• [Exercise description]: Below are several records. Retype exactly those lines running from the one with "function fill(path, color)" through the one with "context.fillText(text, 0, 0);", end lines included, and no others.

[Opening Record excerpts section]

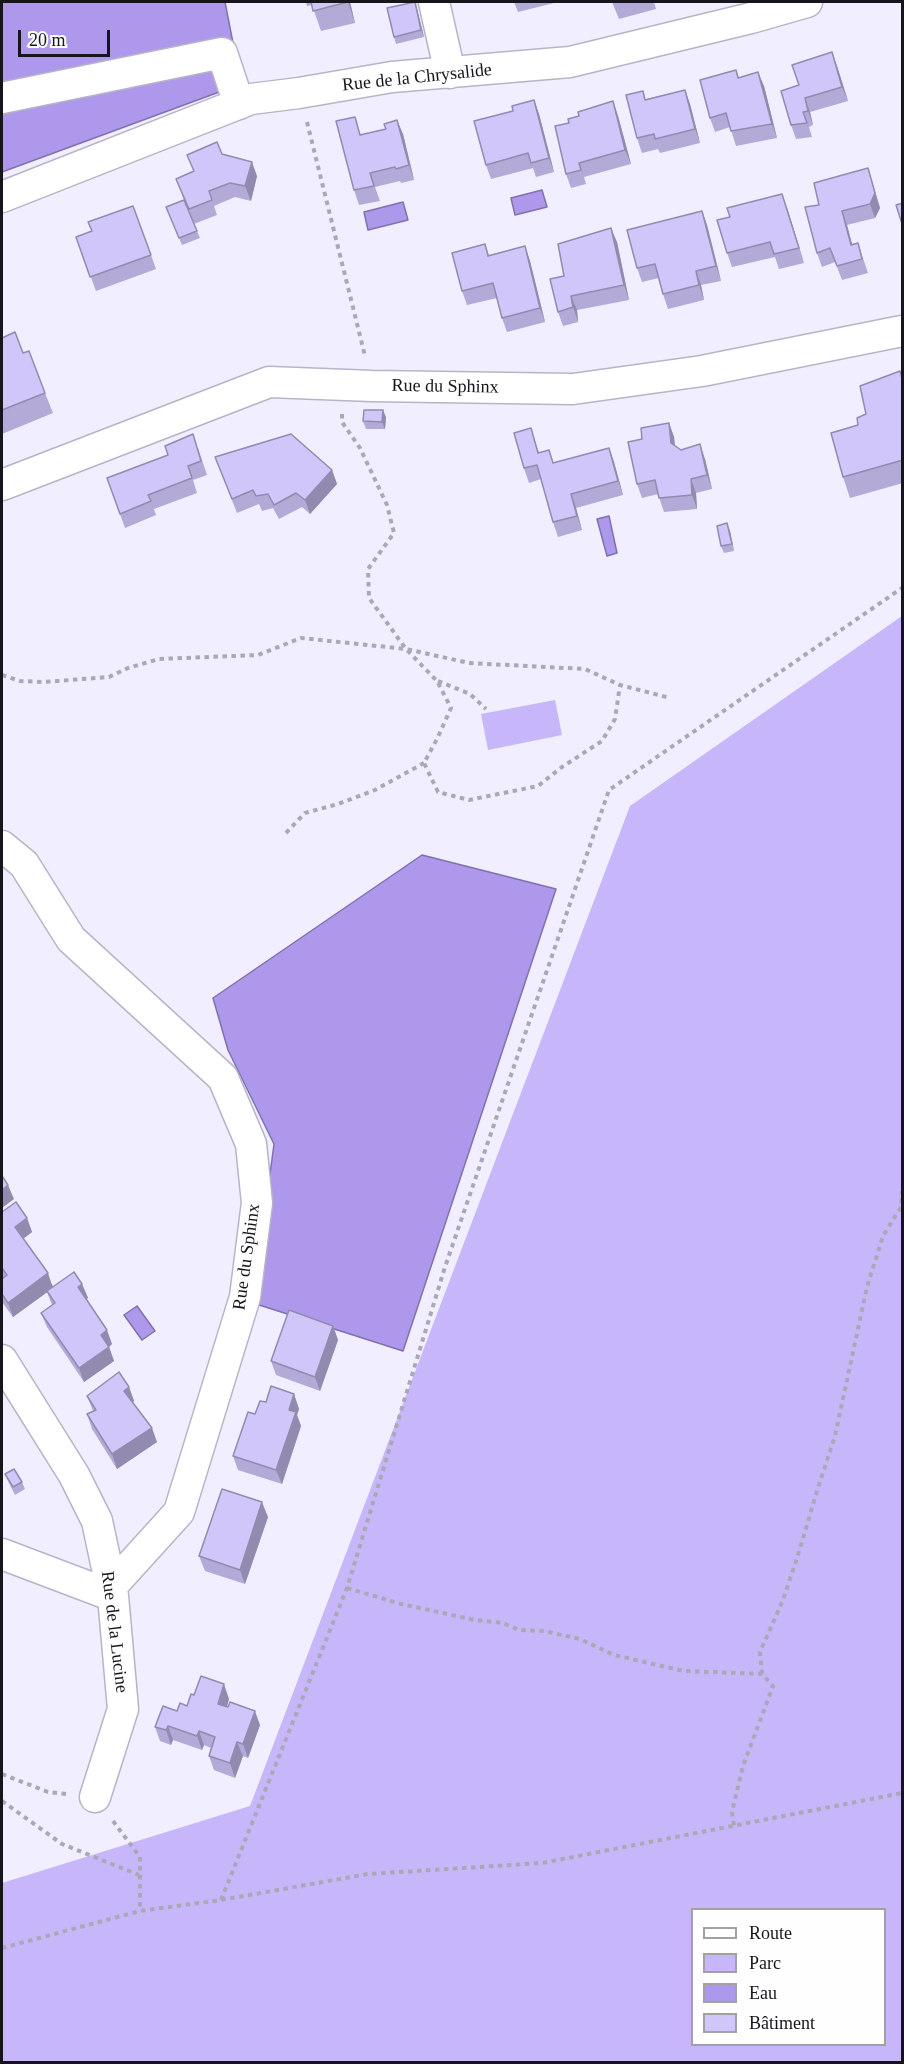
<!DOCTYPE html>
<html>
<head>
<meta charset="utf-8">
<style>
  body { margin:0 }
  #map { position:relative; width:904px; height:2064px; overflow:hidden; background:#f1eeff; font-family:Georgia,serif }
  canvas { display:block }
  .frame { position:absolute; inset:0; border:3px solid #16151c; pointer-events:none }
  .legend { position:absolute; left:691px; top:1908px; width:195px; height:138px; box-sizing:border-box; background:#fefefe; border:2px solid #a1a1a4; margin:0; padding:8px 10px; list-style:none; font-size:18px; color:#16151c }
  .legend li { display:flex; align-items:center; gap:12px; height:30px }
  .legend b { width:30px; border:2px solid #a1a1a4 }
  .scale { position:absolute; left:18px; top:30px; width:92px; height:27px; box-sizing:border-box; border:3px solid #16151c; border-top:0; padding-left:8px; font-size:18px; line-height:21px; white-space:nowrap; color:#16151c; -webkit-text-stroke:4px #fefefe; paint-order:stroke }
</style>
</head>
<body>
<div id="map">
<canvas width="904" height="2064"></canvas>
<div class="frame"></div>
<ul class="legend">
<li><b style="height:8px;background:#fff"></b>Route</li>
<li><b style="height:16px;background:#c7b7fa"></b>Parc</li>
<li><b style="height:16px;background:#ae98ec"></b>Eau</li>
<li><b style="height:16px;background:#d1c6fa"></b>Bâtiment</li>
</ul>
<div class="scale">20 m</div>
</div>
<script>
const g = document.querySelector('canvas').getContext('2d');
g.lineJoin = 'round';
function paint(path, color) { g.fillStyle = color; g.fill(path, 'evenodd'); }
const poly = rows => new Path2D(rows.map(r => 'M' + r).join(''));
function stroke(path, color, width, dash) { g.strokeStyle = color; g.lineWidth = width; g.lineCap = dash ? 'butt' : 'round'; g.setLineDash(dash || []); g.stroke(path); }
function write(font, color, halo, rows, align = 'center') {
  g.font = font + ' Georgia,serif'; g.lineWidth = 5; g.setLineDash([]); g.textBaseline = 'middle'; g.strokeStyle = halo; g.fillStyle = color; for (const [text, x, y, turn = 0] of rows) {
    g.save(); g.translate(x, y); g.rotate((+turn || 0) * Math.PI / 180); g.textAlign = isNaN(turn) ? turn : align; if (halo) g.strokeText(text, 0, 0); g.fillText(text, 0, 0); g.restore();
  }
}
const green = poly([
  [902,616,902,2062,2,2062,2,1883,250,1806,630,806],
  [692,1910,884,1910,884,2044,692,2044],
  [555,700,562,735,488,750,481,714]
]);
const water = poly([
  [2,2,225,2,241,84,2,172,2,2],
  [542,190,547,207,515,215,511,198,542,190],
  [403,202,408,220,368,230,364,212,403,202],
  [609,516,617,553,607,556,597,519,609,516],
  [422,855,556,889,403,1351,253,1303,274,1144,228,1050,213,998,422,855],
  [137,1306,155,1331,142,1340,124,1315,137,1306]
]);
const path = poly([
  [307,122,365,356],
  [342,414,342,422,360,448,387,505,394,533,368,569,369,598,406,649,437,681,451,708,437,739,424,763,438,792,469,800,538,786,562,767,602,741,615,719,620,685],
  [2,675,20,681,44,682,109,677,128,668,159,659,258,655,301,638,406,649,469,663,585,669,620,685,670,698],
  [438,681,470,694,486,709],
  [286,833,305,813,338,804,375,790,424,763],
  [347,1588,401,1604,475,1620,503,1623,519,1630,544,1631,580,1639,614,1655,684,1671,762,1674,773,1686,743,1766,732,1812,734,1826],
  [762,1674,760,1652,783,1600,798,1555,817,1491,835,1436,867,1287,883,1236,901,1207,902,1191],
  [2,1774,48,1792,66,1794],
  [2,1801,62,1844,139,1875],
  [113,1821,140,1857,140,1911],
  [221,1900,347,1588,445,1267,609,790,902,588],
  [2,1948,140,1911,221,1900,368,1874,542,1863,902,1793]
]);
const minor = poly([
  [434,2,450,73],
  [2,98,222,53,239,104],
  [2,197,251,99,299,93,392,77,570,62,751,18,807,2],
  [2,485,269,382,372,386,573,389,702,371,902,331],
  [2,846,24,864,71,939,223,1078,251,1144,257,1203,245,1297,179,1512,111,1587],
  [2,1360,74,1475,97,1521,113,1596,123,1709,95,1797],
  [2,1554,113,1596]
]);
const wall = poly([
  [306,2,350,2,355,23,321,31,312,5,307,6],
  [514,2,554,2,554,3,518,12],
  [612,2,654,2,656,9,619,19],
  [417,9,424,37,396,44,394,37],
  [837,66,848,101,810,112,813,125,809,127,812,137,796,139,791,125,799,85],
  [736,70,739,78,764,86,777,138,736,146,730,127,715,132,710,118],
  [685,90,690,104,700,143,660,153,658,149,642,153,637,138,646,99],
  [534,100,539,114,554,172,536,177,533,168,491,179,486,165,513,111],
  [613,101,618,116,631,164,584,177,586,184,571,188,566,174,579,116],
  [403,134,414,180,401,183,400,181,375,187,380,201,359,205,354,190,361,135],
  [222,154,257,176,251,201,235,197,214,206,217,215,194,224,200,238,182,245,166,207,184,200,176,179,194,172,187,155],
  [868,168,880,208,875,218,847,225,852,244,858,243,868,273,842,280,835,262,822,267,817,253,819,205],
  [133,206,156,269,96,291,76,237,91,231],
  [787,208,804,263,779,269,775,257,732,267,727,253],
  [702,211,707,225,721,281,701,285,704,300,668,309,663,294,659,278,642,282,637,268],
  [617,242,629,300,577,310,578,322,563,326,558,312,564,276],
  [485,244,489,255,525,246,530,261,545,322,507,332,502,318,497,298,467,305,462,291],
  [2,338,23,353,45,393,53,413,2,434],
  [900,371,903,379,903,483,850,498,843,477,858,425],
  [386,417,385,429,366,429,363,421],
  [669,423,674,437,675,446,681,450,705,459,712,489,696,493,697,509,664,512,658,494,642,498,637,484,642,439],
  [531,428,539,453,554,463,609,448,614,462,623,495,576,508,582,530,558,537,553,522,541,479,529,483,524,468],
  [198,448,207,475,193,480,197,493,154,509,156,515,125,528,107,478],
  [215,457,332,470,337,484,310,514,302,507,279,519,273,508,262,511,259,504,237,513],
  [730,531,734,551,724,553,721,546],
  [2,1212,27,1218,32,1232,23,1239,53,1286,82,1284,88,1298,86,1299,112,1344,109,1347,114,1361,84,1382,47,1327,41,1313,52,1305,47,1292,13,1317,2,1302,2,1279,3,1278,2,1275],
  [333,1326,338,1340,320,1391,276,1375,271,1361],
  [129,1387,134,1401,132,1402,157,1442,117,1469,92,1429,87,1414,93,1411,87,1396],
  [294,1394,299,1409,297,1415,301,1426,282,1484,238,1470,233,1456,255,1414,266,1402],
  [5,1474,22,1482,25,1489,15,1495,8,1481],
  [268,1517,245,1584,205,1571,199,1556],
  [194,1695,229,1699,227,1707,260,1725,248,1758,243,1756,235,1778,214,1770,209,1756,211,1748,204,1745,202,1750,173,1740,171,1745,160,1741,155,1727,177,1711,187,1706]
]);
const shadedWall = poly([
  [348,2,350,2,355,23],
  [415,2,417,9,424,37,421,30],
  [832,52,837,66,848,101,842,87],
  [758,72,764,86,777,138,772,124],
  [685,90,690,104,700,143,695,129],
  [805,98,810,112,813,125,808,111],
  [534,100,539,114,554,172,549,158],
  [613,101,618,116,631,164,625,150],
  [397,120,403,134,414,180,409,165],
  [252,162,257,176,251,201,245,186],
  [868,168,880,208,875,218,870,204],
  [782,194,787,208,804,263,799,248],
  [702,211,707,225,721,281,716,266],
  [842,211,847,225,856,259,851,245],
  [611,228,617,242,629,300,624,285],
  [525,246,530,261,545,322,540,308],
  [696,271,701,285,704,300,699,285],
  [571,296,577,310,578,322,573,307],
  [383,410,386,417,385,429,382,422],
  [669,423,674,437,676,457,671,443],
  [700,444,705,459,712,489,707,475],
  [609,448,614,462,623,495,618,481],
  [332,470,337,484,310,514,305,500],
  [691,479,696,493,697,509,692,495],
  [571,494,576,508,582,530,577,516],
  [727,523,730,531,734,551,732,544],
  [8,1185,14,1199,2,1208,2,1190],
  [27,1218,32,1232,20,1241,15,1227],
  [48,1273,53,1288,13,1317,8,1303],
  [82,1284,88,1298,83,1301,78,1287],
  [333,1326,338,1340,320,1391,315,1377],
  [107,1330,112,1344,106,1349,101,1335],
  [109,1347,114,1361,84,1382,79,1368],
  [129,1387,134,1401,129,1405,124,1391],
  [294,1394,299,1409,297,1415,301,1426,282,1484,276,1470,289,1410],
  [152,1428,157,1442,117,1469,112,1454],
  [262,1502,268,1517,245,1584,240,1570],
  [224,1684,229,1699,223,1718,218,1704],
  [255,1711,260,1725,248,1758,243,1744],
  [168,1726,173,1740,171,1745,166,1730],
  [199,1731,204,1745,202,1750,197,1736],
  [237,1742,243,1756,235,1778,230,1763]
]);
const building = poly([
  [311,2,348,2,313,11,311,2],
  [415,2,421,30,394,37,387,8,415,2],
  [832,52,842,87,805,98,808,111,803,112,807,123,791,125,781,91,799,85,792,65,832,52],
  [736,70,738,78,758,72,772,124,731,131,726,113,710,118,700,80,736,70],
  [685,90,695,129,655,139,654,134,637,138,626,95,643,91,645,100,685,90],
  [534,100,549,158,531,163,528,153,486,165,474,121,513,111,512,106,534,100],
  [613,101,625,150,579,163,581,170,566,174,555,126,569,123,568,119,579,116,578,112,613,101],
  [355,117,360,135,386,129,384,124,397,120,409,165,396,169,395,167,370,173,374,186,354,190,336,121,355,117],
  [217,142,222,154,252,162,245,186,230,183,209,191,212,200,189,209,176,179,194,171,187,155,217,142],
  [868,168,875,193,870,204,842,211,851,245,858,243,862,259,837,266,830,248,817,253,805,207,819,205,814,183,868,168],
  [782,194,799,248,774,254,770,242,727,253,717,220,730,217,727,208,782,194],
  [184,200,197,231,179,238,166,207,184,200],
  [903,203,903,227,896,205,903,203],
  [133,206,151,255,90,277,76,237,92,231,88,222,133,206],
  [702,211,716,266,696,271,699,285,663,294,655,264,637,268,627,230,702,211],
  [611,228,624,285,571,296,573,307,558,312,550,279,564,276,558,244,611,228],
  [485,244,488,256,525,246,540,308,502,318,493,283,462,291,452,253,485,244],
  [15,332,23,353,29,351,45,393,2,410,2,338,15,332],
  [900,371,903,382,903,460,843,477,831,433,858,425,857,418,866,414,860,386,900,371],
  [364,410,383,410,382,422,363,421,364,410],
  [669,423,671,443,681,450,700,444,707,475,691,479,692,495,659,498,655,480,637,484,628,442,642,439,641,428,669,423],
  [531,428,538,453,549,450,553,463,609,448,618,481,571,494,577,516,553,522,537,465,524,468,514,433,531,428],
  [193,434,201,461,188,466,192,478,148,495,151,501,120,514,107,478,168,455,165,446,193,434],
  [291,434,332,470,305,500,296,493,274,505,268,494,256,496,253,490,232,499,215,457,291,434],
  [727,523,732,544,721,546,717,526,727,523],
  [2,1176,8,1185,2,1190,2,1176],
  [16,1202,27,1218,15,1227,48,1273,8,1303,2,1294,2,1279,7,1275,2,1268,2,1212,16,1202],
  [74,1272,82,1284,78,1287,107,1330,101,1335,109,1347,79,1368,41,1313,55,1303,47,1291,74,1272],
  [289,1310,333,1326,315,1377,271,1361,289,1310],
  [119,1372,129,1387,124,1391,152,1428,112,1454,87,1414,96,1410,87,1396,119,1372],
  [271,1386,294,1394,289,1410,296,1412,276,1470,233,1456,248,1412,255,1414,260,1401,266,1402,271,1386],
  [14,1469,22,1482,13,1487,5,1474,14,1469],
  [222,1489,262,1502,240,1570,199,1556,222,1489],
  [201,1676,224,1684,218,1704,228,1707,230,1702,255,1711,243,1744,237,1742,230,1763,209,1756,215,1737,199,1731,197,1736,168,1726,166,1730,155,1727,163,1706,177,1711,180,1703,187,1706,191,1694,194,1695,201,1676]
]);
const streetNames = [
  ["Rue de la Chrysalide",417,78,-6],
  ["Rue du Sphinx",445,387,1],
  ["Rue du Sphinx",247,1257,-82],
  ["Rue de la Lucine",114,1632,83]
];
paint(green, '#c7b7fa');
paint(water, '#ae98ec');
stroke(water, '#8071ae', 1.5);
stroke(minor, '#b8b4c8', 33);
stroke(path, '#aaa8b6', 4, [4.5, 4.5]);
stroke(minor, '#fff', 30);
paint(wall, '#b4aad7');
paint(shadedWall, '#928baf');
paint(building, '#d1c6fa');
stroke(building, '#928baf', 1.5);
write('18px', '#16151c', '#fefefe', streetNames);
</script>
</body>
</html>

[Closing Record excerpts section]
[Opening Record excerpts section]

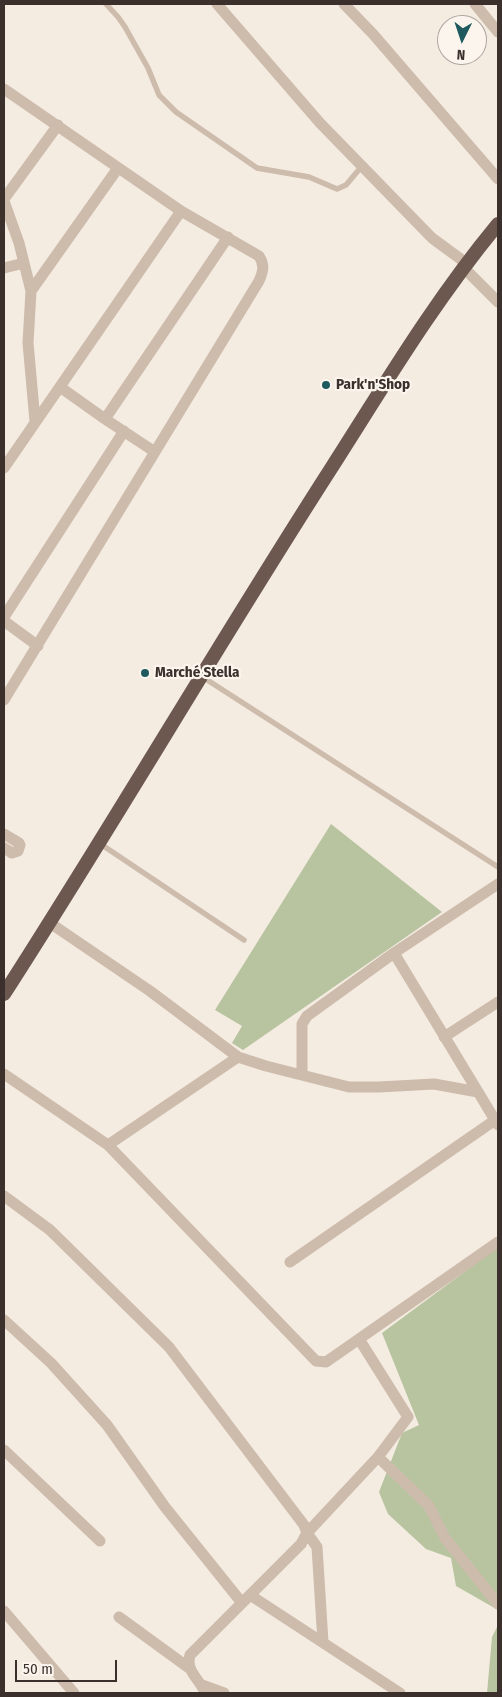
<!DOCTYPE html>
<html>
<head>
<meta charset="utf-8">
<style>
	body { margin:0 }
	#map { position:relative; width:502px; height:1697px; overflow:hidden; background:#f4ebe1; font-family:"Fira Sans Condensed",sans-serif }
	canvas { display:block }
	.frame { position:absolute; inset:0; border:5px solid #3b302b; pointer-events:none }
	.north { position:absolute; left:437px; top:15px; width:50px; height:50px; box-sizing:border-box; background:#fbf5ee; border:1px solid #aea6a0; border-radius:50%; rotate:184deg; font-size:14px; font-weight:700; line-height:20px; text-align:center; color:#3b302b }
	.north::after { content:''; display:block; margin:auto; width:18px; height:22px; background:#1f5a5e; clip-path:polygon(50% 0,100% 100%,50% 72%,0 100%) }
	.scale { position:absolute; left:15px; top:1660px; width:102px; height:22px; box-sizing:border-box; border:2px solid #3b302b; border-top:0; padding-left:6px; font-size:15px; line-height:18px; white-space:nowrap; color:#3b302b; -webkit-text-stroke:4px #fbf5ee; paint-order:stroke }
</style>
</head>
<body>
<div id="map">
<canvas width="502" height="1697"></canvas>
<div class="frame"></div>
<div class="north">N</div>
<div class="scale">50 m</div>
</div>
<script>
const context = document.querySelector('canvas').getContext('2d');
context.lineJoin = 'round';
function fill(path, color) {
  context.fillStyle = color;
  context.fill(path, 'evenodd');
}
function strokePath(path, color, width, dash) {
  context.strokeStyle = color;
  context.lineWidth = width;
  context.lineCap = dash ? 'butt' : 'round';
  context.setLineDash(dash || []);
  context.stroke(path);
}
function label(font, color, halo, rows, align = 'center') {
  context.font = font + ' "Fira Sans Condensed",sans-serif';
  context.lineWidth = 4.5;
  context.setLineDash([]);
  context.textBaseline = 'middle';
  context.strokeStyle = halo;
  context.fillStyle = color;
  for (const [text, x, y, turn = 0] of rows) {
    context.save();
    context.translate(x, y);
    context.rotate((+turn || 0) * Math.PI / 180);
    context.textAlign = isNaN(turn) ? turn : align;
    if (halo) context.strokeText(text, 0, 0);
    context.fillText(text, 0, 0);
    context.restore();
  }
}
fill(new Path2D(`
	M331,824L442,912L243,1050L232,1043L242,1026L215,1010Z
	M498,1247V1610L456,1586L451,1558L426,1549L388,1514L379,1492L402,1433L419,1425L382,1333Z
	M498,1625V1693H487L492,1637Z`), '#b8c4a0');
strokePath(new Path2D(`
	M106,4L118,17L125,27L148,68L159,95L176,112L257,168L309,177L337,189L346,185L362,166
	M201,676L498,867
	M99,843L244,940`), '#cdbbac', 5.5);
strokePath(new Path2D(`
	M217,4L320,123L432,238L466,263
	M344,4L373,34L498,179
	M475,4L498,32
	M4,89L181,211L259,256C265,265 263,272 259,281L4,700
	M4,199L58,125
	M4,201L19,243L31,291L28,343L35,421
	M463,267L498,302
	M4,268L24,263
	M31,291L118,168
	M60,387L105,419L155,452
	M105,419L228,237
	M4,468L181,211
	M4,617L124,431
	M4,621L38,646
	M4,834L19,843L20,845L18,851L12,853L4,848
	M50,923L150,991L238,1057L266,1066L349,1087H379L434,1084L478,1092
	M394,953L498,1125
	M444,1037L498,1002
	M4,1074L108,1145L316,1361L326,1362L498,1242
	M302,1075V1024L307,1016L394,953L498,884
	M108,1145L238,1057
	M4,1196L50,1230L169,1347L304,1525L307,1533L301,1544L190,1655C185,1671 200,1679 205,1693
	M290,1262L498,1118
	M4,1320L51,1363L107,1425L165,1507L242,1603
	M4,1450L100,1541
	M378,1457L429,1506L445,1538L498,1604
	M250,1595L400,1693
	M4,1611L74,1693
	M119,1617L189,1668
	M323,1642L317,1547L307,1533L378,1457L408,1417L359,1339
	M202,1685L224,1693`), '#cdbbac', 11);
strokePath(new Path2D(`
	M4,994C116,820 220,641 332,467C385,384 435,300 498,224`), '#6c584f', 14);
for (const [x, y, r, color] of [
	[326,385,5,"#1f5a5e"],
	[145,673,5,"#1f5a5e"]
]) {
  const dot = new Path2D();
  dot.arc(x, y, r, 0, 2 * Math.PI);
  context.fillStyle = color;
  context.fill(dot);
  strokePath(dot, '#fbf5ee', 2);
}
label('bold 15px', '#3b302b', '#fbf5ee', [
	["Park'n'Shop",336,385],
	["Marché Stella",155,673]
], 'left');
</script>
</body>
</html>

[Closing Record excerpts section]

• [Reply]:
function fill(path, color) {
  context.fillStyle = color;
  context.fill(path, 'evenodd');
}
function strokePath(path, color, width, dash) {
  context.strokeStyle = color;
  context.lineWidth = width;
  context.lineCap = dash ? 'butt' : 'round';
  context.setLineDash(dash || []);
  context.stroke(path);
}
function label(font, color, halo, rows, align = 'center') {
  context.font = font + ' "Fira Sans Condensed",sans-serif';
  context.lineWidth = 4.5;
  context.setLineDash([]);
  context.textBaseline = 'middle';
  context.strokeStyle = halo;
  context.fillStyle = color;
  for (const [text, x, y, turn = 0] of rows) {
    context.save();
    context.translate(x, y);
    context.rotate((+turn || 0) * Math.PI / 180);
    context.textAlign = isNaN(turn) ? turn : align;
    if (halo) context.strokeText(text, 0, 0);
    context.fillText(text, 0, 0);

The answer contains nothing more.